═══ Working data

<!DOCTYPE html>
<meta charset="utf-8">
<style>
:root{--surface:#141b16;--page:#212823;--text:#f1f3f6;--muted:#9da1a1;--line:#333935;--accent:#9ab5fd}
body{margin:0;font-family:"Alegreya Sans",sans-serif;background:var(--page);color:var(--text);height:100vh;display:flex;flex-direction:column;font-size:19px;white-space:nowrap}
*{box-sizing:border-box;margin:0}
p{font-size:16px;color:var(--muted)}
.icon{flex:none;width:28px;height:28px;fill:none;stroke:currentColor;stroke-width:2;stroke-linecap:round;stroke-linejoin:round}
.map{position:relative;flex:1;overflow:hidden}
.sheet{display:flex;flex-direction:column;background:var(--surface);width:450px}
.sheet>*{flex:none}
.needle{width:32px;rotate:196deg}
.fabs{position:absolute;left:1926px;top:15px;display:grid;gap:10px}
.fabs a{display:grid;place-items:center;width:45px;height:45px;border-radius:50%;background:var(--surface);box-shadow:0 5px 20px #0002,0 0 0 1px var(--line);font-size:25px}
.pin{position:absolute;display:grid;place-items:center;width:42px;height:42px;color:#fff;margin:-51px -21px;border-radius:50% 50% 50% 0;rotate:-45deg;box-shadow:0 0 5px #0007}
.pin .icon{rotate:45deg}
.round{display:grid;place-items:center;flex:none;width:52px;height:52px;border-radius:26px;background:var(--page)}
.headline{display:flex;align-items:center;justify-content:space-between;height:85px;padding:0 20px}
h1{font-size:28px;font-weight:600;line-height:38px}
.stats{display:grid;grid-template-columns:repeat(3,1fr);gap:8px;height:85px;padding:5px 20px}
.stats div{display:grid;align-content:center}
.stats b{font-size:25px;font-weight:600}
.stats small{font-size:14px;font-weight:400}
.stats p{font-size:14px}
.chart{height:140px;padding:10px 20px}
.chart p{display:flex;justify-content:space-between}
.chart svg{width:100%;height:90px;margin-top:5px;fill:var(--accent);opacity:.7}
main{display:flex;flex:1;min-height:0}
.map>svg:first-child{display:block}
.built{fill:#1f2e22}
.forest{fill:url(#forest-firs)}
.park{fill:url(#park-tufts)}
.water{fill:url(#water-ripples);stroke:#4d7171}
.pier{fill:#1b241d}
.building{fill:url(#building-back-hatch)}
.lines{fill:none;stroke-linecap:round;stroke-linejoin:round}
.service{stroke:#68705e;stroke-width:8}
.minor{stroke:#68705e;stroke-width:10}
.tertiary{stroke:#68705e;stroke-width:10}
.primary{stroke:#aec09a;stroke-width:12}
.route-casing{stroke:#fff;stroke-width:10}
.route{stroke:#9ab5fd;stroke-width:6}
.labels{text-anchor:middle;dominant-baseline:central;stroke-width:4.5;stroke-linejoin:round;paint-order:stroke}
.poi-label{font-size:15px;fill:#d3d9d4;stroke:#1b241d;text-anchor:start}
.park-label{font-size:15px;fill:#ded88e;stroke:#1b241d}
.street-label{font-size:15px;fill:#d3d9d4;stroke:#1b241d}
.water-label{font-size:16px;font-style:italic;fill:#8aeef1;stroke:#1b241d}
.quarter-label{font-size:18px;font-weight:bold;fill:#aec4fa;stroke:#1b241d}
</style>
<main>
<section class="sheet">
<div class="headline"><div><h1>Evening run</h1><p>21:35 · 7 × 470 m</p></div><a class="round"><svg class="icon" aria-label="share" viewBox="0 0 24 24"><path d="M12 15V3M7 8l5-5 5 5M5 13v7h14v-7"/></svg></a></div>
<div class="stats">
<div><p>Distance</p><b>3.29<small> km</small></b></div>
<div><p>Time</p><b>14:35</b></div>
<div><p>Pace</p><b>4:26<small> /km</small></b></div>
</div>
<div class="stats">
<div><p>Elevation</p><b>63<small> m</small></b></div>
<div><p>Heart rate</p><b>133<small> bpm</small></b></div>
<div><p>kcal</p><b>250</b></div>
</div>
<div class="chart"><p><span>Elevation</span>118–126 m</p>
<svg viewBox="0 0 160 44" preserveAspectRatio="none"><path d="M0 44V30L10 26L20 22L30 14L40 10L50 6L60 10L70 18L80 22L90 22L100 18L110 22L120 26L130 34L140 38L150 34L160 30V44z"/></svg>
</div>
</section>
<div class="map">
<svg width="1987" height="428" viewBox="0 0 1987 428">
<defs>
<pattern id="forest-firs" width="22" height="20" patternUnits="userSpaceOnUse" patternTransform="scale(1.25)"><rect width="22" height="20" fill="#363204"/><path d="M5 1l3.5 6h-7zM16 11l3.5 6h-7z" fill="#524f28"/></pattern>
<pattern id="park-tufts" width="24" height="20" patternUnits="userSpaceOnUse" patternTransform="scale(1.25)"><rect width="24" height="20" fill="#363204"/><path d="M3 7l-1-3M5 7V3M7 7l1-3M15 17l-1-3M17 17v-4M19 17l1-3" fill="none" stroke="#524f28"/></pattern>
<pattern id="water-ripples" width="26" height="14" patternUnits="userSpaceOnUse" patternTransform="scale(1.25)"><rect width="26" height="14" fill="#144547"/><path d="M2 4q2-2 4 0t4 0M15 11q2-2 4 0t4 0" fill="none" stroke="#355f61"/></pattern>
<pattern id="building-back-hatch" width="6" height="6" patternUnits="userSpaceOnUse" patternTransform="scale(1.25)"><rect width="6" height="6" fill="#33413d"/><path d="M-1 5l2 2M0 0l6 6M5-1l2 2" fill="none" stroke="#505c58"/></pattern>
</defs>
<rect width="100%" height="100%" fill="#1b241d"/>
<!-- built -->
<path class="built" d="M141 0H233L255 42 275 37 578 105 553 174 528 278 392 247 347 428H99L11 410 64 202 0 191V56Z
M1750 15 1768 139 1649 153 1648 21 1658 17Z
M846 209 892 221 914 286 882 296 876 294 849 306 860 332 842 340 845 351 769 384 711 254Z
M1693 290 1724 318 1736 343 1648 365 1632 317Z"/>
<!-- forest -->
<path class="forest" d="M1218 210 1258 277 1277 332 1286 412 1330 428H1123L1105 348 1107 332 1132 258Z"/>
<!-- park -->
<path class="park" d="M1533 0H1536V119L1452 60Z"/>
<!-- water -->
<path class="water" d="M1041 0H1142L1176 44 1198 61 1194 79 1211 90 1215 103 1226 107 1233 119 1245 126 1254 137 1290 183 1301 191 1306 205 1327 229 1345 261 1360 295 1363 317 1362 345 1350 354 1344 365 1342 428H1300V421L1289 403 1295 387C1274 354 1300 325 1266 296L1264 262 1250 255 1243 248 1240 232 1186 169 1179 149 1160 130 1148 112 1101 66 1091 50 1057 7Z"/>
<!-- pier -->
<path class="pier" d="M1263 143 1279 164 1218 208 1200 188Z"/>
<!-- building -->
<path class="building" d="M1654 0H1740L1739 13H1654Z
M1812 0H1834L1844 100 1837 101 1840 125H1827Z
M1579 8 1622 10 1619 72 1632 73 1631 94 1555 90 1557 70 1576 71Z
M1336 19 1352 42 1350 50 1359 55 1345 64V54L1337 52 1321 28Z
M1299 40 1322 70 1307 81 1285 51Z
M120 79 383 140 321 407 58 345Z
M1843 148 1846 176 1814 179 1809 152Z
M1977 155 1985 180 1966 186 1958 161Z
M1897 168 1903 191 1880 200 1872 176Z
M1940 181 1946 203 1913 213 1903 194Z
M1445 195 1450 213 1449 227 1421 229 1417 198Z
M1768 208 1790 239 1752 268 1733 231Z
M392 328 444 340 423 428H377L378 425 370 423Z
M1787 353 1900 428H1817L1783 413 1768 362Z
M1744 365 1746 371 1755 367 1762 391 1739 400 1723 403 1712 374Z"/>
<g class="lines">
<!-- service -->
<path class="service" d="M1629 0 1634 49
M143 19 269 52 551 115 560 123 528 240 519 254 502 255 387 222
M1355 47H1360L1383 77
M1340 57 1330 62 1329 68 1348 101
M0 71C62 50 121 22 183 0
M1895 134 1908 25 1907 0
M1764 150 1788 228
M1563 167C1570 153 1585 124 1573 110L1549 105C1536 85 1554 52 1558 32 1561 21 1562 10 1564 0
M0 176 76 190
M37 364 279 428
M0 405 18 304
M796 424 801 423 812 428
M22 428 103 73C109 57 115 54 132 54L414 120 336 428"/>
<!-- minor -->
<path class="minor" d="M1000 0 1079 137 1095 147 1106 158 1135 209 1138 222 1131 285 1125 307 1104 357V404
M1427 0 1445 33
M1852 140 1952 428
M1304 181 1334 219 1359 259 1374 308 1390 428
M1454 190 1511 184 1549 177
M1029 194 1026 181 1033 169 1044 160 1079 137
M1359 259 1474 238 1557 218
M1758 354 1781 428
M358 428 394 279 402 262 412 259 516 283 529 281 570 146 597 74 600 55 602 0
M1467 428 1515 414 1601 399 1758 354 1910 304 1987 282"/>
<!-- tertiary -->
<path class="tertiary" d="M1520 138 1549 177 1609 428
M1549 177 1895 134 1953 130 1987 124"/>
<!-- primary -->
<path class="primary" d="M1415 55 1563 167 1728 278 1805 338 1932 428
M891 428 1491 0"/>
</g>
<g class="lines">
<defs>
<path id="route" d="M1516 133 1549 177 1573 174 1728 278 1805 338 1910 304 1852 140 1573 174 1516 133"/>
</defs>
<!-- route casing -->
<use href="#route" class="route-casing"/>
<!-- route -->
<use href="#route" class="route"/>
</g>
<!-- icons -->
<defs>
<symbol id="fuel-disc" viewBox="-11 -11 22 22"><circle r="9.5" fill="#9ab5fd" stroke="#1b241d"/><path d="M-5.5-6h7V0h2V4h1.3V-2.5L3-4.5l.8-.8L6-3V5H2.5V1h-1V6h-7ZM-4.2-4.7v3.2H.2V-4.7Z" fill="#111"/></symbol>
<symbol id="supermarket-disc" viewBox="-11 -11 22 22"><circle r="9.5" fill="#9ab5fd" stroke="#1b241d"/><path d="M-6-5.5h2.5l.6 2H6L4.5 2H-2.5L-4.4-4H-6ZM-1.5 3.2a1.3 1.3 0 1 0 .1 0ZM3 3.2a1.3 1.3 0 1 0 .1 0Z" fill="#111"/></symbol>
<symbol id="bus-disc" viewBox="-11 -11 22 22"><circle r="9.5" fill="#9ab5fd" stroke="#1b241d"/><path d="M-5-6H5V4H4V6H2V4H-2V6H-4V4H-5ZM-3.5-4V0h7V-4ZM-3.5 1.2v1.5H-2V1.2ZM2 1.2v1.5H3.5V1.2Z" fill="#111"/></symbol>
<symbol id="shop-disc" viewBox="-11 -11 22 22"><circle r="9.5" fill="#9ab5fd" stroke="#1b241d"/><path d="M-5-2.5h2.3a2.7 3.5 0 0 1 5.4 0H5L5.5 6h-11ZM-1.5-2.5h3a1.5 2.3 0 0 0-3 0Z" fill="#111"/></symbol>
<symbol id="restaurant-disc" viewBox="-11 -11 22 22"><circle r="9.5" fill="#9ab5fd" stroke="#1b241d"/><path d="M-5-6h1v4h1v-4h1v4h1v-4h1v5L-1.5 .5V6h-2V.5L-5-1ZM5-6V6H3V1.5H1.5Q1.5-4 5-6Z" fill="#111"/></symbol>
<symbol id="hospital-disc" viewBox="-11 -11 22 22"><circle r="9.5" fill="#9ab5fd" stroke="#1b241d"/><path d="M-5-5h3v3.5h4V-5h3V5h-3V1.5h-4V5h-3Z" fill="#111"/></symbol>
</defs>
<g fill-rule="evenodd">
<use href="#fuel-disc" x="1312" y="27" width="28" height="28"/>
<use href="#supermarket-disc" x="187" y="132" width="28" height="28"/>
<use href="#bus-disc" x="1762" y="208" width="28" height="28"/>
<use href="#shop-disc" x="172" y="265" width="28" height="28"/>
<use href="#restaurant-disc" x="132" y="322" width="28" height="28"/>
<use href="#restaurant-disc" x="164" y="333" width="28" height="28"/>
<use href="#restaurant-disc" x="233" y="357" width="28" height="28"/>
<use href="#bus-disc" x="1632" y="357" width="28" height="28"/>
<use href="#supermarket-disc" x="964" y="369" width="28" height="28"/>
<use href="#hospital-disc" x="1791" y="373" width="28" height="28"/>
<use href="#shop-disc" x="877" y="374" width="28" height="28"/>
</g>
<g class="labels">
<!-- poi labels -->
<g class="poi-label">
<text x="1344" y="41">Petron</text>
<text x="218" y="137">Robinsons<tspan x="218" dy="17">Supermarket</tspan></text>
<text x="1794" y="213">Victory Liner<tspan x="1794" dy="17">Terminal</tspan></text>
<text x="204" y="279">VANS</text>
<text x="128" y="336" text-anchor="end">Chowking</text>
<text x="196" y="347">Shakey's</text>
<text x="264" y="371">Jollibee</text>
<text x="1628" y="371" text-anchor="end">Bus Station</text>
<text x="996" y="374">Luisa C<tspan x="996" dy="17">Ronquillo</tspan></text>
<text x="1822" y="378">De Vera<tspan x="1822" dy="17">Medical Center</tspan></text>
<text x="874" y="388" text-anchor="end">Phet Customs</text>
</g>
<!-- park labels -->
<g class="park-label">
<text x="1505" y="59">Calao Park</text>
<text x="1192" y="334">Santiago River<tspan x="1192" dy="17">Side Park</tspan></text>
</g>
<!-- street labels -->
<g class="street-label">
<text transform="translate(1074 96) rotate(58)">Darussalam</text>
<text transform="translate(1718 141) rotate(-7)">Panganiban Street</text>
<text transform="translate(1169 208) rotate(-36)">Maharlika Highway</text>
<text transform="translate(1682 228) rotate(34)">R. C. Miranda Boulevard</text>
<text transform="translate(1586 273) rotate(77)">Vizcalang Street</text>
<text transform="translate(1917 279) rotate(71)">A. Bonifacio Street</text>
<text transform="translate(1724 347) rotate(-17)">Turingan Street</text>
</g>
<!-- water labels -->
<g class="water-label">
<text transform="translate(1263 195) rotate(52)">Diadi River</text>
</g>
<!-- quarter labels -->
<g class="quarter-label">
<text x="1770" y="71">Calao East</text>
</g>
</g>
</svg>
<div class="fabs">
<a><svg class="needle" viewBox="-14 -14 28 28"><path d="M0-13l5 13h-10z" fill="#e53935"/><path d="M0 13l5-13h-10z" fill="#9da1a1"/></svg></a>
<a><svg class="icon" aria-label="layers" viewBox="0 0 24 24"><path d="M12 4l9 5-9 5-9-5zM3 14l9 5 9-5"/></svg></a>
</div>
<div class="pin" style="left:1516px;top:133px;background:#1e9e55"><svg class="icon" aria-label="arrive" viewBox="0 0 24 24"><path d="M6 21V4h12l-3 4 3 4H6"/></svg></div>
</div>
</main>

══════

- Problem to solve: Copy every line above that includes the string "sheet".

- Your response:
.sheet{display:flex;flex-direction:column;background:var(--surface);width:450px}
.sheet>*{flex:none}
<section class="sheet">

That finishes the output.